___ DATA SHOWN

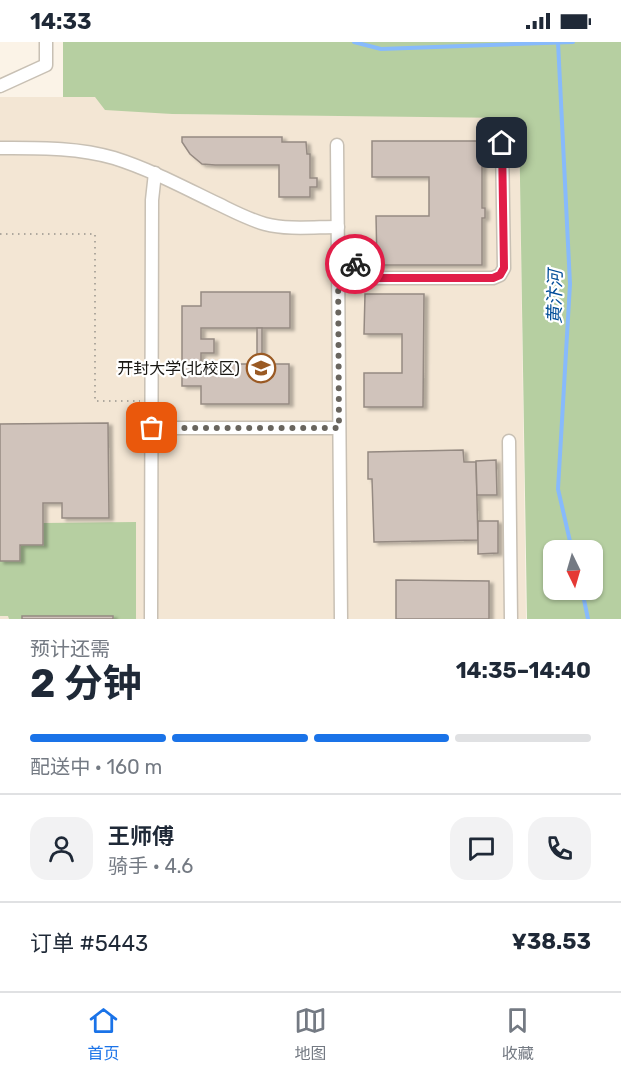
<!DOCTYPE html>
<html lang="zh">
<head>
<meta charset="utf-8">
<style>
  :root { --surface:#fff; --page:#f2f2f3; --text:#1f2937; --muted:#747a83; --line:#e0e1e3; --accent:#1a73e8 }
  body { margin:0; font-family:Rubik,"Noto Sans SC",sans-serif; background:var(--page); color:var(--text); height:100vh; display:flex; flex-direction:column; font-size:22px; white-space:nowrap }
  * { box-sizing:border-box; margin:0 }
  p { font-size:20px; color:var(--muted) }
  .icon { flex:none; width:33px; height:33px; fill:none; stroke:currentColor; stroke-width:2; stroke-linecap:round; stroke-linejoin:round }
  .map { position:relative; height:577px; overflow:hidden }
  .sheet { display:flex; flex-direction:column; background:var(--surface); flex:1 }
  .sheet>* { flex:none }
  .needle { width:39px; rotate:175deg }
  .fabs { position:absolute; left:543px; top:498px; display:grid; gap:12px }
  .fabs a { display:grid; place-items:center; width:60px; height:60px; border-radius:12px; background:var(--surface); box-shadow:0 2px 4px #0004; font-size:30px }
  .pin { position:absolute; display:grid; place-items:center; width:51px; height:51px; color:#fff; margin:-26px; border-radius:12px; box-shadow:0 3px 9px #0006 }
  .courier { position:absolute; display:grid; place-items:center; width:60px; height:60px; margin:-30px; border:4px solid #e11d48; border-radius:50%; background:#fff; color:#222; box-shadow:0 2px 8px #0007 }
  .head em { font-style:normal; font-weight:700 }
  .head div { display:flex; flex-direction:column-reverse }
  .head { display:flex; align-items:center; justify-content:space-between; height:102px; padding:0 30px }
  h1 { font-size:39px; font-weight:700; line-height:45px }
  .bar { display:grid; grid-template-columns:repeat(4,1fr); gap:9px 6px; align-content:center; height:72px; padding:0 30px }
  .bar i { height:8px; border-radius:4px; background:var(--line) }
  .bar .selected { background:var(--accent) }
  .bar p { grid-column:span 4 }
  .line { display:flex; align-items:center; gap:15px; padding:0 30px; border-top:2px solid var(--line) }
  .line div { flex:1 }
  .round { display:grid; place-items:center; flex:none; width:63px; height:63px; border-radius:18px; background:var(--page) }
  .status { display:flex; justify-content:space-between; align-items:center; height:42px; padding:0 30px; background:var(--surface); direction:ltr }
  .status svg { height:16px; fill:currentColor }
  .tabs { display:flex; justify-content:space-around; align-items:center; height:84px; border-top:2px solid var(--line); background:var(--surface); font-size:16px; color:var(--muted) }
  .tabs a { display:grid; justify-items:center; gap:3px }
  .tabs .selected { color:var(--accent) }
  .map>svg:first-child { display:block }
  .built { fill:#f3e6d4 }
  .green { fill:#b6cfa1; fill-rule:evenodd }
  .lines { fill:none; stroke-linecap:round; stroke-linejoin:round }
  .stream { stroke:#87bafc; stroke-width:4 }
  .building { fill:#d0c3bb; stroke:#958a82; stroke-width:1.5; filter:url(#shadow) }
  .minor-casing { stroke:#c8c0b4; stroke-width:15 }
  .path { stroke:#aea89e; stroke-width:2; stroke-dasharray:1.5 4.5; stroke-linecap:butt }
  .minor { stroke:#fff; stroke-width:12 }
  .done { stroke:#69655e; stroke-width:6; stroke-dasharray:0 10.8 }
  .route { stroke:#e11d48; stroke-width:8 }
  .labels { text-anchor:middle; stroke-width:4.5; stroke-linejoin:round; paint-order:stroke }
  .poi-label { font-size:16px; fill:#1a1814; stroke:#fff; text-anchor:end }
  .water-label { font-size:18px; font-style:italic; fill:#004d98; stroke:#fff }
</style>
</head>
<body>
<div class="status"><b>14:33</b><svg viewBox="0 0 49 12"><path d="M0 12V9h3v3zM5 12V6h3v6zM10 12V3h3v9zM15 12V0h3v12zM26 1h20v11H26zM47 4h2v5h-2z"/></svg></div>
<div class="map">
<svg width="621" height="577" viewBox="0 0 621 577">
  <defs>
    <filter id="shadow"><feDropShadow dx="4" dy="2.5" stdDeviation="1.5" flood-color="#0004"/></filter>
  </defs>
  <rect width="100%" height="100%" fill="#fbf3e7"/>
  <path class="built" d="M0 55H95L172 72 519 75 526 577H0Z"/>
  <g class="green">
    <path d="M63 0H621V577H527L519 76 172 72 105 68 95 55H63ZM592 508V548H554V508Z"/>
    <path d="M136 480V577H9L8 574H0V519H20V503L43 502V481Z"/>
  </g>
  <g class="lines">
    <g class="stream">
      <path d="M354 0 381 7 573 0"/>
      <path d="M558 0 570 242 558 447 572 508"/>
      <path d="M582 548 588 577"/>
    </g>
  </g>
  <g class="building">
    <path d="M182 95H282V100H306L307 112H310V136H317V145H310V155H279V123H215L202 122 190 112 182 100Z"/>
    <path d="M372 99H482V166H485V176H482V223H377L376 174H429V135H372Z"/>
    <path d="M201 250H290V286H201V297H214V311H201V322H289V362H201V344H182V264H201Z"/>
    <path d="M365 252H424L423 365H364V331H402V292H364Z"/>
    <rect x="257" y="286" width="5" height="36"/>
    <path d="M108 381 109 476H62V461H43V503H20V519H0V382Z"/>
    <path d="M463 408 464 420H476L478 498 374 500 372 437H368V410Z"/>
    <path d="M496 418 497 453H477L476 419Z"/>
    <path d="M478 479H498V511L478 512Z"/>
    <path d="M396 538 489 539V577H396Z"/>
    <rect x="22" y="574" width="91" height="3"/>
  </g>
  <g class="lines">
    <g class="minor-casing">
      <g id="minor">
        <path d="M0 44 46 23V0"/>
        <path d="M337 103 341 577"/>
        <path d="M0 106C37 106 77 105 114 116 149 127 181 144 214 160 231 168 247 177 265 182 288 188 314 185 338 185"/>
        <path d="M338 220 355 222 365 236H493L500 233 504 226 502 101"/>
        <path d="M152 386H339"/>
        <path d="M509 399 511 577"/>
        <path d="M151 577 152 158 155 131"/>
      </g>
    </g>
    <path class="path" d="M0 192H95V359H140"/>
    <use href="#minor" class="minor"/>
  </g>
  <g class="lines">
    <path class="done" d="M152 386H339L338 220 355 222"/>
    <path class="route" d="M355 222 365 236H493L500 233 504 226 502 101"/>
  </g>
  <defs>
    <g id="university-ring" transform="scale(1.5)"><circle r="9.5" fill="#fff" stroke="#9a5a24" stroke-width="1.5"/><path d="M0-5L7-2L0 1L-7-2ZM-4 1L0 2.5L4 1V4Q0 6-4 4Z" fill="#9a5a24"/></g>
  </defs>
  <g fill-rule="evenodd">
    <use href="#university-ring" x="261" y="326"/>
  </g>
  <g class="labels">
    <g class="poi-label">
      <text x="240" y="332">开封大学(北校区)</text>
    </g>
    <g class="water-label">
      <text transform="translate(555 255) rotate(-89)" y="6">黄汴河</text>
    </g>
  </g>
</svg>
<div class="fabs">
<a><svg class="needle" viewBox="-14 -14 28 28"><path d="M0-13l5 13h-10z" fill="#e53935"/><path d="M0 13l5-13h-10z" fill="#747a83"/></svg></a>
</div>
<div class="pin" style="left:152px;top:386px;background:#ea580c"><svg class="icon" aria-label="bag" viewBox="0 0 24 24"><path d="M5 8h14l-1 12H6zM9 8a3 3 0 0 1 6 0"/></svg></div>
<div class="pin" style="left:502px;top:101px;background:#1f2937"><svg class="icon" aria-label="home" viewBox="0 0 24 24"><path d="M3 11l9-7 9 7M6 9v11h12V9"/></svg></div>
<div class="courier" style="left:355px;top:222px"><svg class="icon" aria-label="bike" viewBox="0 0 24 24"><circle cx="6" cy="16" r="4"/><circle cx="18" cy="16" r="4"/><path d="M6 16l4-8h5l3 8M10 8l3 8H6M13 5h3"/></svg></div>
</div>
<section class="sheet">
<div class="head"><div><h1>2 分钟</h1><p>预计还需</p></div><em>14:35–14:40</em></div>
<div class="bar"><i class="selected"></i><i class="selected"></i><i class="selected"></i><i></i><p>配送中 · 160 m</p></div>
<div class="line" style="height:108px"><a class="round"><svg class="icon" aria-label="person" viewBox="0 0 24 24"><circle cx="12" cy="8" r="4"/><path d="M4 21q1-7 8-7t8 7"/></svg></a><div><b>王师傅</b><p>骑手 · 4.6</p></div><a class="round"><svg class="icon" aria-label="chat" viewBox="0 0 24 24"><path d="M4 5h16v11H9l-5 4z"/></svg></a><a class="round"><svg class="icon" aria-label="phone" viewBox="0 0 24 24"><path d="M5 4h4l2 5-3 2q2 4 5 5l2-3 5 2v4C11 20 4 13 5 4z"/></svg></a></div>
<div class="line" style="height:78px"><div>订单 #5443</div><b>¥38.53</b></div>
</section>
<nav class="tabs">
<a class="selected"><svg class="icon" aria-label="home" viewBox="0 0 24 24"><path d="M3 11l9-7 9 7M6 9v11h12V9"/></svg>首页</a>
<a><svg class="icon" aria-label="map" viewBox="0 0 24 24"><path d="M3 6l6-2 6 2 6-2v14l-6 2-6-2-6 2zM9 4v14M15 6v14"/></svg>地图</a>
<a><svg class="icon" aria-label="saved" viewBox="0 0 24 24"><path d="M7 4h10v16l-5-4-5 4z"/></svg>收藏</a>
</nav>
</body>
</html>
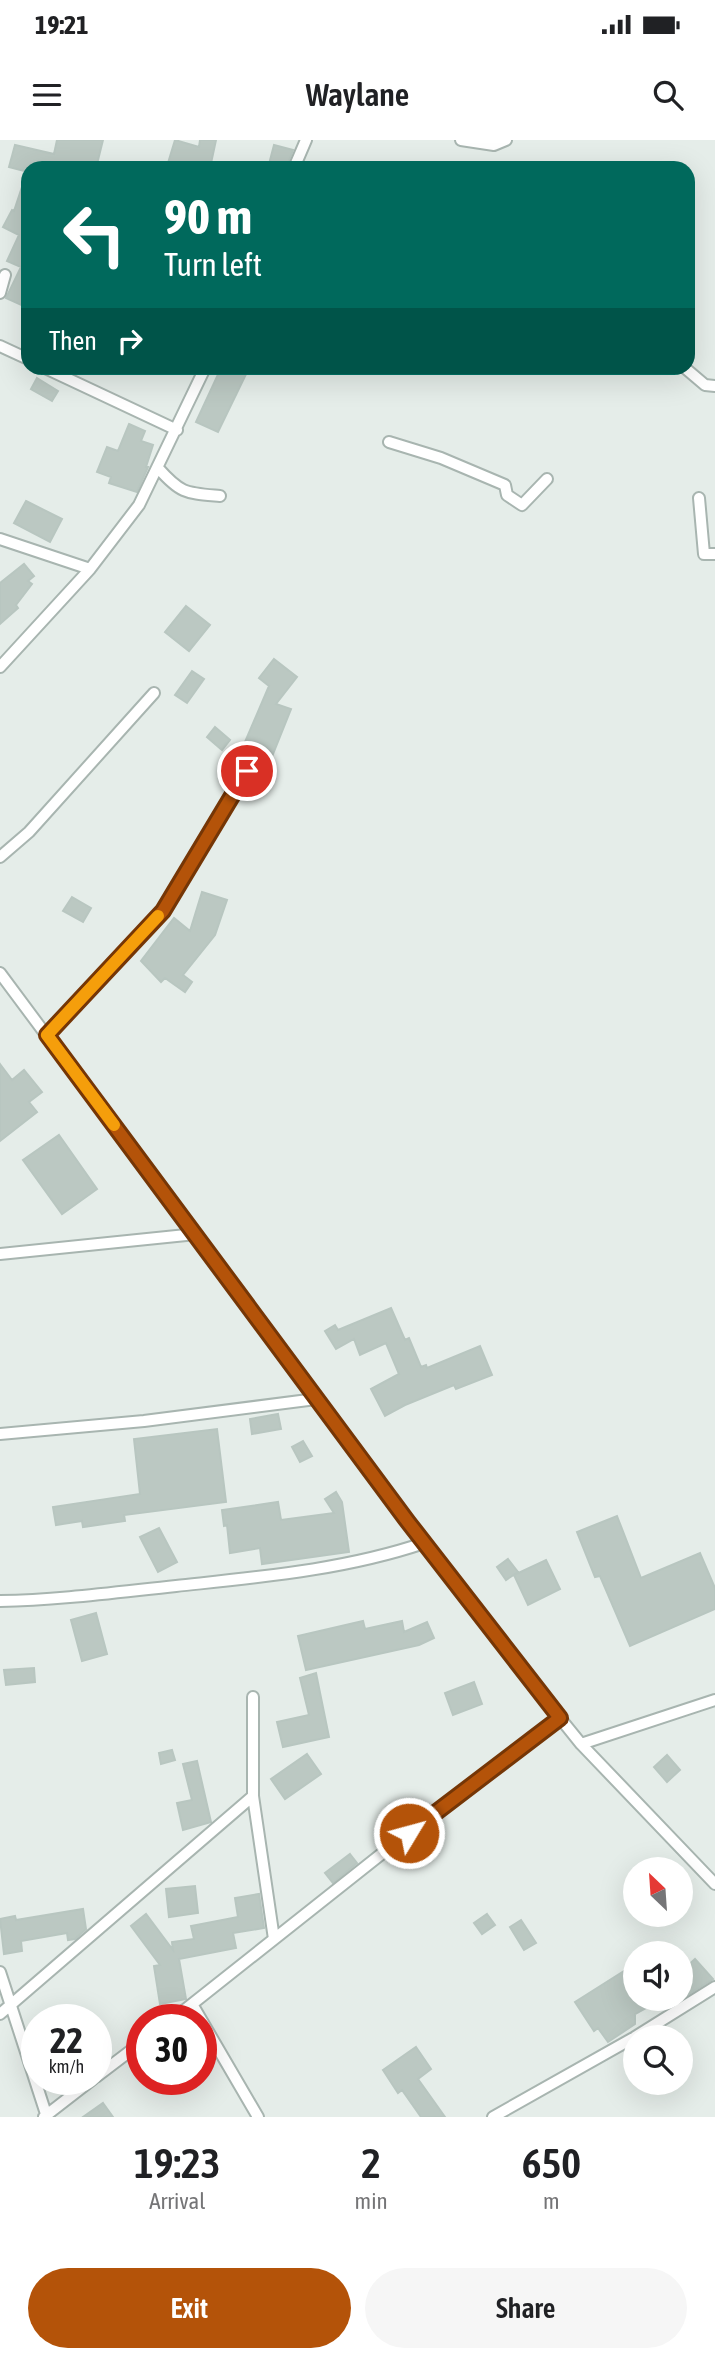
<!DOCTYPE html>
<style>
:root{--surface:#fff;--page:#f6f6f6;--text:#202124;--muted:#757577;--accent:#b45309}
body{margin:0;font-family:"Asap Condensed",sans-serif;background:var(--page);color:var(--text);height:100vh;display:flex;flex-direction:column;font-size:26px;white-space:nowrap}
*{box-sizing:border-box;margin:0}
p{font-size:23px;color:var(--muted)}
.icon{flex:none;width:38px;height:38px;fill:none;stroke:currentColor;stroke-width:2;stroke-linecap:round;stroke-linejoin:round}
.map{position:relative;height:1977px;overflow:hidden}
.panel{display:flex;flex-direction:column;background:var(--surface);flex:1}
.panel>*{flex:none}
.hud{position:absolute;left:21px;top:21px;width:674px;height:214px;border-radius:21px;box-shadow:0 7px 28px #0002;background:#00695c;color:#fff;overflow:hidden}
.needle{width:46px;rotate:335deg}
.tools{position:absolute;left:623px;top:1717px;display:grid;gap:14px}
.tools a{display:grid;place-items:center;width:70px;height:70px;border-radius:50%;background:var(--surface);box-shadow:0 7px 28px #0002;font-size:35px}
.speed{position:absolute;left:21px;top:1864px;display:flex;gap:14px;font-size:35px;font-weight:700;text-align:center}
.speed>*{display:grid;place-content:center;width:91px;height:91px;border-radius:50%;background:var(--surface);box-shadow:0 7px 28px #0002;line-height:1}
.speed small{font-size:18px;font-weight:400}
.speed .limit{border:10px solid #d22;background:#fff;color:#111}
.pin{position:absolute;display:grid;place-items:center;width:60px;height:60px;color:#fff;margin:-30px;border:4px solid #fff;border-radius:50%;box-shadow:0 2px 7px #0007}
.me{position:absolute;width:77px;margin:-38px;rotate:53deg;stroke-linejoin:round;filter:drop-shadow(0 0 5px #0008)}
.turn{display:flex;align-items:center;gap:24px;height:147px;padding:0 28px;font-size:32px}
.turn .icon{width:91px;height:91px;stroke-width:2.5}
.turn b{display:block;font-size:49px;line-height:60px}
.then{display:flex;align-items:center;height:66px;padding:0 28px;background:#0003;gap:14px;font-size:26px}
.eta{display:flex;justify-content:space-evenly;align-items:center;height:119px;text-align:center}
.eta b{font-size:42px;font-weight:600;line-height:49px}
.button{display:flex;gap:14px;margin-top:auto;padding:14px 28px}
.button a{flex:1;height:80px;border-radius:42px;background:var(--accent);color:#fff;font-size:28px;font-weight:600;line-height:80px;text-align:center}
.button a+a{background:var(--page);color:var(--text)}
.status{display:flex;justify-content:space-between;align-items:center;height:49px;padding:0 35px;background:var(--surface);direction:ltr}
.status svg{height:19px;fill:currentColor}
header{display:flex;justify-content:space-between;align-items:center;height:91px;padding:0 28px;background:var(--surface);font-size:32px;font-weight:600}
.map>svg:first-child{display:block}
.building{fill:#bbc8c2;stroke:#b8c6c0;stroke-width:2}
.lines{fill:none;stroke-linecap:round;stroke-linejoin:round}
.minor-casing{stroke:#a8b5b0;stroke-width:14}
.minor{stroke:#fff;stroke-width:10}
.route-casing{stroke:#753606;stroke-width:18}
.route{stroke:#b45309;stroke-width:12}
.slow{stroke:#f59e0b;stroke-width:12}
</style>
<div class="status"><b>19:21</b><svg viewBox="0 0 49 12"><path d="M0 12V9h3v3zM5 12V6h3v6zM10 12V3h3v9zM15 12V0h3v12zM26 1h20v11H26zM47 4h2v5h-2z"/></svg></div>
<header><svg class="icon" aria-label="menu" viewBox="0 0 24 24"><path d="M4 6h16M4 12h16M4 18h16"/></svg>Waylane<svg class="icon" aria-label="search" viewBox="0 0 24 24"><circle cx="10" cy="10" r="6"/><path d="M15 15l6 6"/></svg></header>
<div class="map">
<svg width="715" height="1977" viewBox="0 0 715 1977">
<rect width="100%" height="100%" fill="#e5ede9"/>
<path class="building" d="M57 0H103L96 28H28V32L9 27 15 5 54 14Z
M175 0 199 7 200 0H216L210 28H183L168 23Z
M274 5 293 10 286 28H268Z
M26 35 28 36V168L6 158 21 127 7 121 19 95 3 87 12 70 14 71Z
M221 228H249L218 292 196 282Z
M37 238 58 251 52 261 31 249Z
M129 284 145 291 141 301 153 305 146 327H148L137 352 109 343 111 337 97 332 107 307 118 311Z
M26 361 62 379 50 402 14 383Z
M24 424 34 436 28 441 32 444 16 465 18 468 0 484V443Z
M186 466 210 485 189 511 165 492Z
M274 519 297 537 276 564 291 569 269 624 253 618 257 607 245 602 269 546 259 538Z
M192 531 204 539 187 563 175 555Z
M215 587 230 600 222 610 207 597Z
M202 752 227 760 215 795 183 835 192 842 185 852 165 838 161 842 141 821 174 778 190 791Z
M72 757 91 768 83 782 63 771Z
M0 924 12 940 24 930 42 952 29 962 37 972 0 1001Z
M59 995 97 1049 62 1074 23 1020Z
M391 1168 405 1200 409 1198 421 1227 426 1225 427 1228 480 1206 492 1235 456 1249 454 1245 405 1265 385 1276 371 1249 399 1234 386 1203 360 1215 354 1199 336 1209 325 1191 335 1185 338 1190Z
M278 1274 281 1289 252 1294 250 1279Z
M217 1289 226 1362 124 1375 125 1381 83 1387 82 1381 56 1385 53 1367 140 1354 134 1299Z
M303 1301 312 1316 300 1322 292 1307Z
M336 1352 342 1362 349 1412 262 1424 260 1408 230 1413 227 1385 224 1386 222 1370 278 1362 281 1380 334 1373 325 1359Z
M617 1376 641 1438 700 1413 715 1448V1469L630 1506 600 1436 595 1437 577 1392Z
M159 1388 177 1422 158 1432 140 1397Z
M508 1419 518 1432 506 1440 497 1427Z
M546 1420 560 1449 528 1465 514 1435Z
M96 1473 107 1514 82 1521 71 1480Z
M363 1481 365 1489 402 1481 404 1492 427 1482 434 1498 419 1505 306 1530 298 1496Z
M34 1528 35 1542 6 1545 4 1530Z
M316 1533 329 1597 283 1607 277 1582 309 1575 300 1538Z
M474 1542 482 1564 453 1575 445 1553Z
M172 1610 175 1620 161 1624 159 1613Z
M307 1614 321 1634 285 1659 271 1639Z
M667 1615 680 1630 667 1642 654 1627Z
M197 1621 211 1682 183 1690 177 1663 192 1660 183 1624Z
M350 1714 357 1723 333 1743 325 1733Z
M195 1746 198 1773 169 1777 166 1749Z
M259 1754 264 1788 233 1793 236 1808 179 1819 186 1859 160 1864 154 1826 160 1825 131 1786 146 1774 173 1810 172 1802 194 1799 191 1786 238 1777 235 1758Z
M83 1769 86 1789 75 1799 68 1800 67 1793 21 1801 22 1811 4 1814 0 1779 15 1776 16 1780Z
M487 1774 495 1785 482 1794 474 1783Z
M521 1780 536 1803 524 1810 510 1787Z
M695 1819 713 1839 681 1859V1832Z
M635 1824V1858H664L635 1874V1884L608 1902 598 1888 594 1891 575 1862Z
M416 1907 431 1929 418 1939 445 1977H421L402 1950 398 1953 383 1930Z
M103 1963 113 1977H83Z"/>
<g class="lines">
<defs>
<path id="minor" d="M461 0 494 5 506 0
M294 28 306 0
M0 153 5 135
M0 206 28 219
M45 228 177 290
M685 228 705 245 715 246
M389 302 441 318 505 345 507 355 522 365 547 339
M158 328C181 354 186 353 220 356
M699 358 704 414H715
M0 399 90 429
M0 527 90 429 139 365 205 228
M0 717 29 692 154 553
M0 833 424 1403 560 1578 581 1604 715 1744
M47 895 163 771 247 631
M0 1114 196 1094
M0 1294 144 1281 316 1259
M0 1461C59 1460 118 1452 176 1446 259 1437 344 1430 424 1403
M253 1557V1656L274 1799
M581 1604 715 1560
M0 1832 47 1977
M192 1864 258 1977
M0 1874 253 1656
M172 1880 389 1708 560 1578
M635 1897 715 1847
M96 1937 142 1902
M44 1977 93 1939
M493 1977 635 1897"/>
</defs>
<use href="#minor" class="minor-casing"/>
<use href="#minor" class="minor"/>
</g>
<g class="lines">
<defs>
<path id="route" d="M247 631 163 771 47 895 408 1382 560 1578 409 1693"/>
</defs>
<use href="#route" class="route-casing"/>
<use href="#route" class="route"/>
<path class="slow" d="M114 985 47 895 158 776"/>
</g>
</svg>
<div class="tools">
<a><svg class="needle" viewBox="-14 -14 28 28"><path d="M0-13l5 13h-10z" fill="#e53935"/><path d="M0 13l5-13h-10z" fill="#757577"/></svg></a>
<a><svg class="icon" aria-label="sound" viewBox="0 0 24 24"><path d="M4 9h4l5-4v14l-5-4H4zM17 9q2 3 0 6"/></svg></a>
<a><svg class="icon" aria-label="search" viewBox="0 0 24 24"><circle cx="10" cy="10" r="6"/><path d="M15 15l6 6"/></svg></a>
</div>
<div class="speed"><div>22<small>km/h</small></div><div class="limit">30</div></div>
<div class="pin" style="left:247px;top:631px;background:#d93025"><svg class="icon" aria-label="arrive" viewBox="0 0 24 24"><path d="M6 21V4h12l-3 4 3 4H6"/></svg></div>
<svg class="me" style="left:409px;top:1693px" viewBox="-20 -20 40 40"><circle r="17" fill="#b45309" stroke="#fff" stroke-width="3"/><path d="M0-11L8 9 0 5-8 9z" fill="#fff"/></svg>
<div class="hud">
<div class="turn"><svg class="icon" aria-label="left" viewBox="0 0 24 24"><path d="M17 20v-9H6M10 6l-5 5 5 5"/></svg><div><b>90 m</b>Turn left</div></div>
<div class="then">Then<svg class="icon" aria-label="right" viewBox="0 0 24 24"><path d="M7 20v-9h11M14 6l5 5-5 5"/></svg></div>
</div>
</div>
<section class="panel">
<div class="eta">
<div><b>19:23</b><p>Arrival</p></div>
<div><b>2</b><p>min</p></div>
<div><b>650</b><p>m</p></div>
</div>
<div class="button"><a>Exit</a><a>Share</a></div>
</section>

______

* YOUR OBJECTIVE:
Only lines holding the string "sizing" are wanted; gather each one from the entries above.

* ANSWER SECTION:
  * { box-sizing:border-box; margin:0 }
*{box-sizing:border-box;margin:0}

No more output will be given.